Morgan had his first truly great season in 1972, batting .292, stealing 58 bases, and leading the league with 122 runs scored, 115 bases on balls, and a .419 on-base percentage. He followed that up by batting .290 and scoring 116 runs in 1973, while also establishing new career highs with 26 home runs, 82 runs batted in, and 67 stolen bases.
After another solid 1974 campaign, Morgan captured league MVP honors in both 1975 and 1976, leading the Reds to the world championship both years. In the first of those seasons, Morgan finished in the league's top five in five different offensive categories, while capturing the third of his five consecutive Gold Gloves. In addition to hitting 17 home runs and driving in 94 runs, he batted .327, scored 107 runs, stole 67 bases, and led the league with 132 walks and a .471 on-base percentage. Morgan was even better in 1976, establishing career highs with 27 homers and 111 RBIs, batting .320, scoring 113 runs, stealing 60 bases, walking 114 times, and leading the league with a .453 on-base percentage and a .576 slugging percentage. The second baseman had his last big year in 1977, hitting 22 home runs, knocking in 78 runs, batting .288, and finishing among the league leaders with 113 runs scored, 49 stolen bases, 117 walks, and a .420 on-base percentage.
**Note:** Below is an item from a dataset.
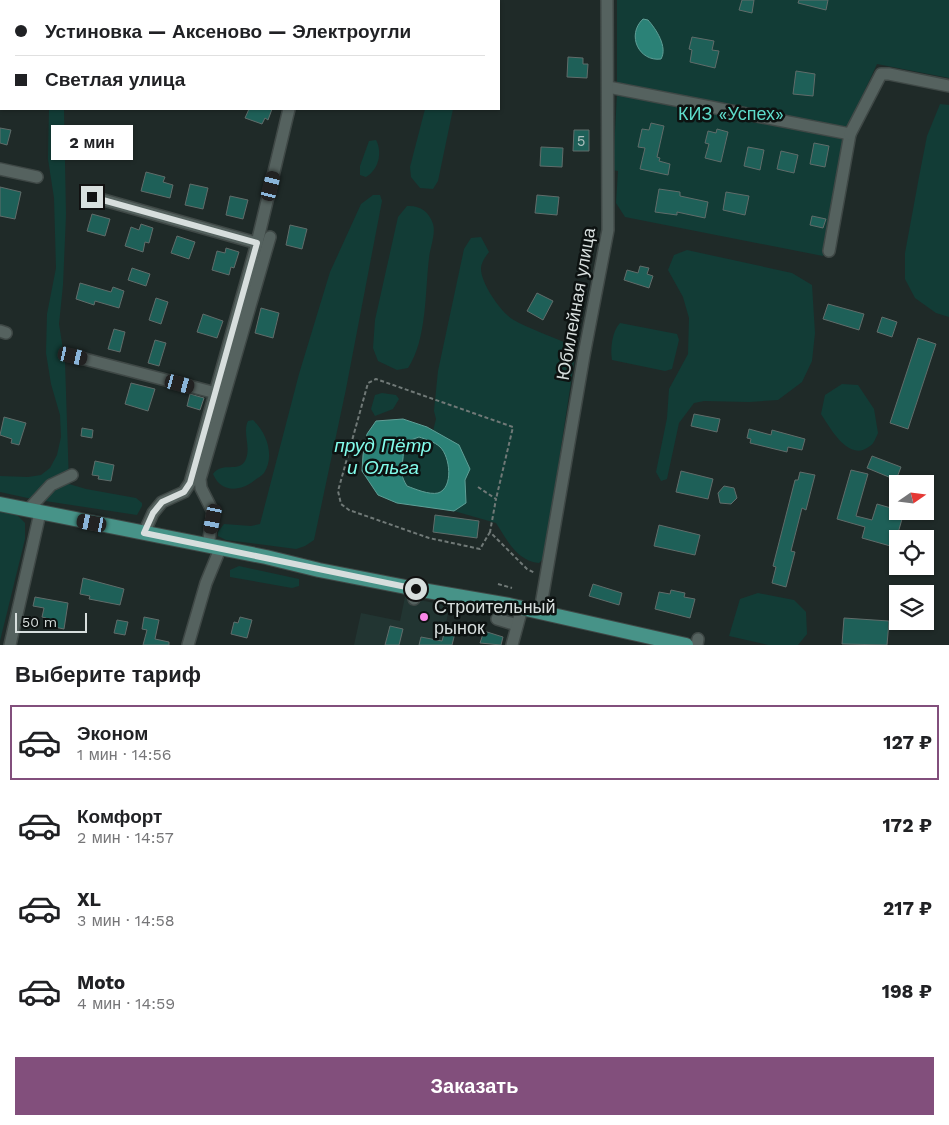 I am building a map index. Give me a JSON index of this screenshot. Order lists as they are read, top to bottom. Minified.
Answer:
{"streets":{"street":["Юбилейная улица"]},"water":["пруд Пётр и Ольга"],"parks":["КИЗ «Успех»"],"places":["Строительный рынок"],"house_numbers":["5"],"scale_bar":"50 m","north":"right","page":{"banner":["Устиновка — Аксеново — Электроугли","Светлая улица"],"bubble":"2 мин","scale":"50 m","heading":"Выберите тариф","list":[{"name":"Эконом","note":"1 мин · 14:56","value":"127 ₽"},{"name":"Комфорт","note":"2 мин · 14:57","value":"172 ₽"},{"name":"XL","note":"3 мин · 14:58","value":"217 ₽"},{"name":"Moto","note":"4 мин · 14:59","value":"198 ₽"}],"buttons":"Заказать"}} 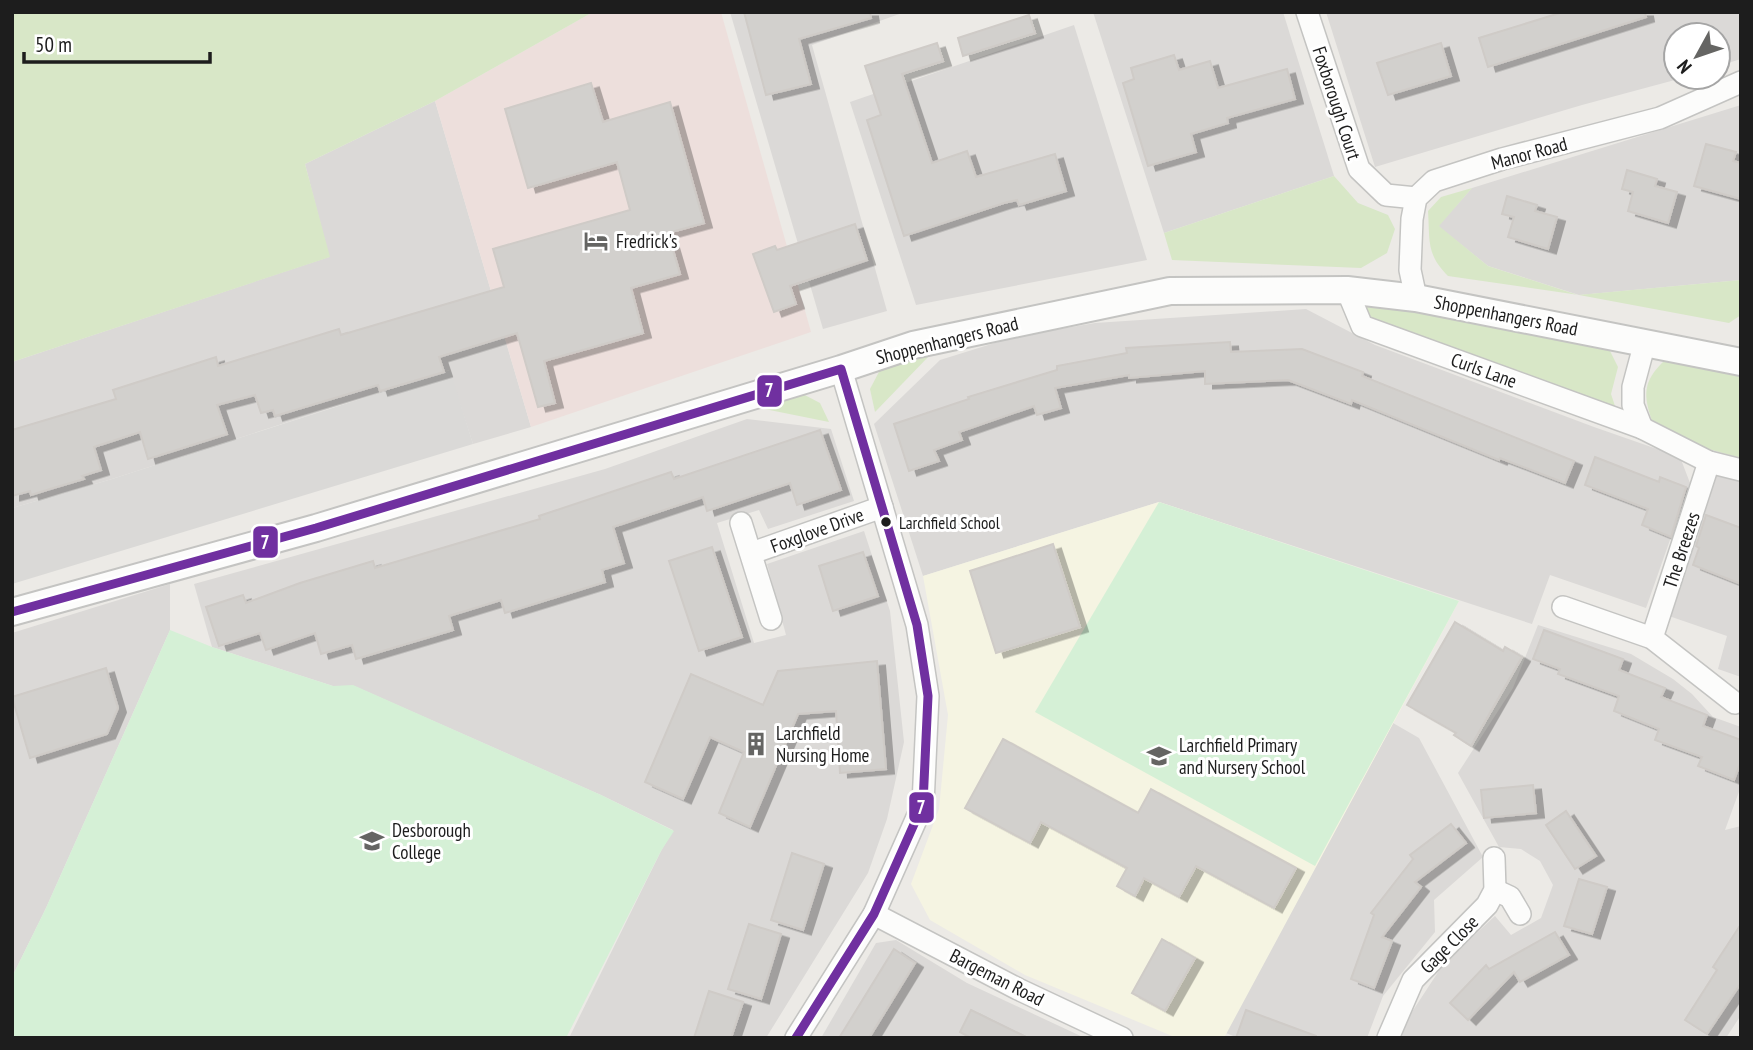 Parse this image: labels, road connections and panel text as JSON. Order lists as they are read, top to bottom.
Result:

By the time the dust had settled, Morgan finished among the league leaders in runs scored, stolen bases, walks, and on-base percentage each season from 1972 to 1977, topping the circuit in the last category on four separate occasions. He also placed near the top of the league rankings in batting average twice, and, in addition to winning the MVP Award in 1975 and 1976, he finished in the top five in the voting in both 1972 and 1973.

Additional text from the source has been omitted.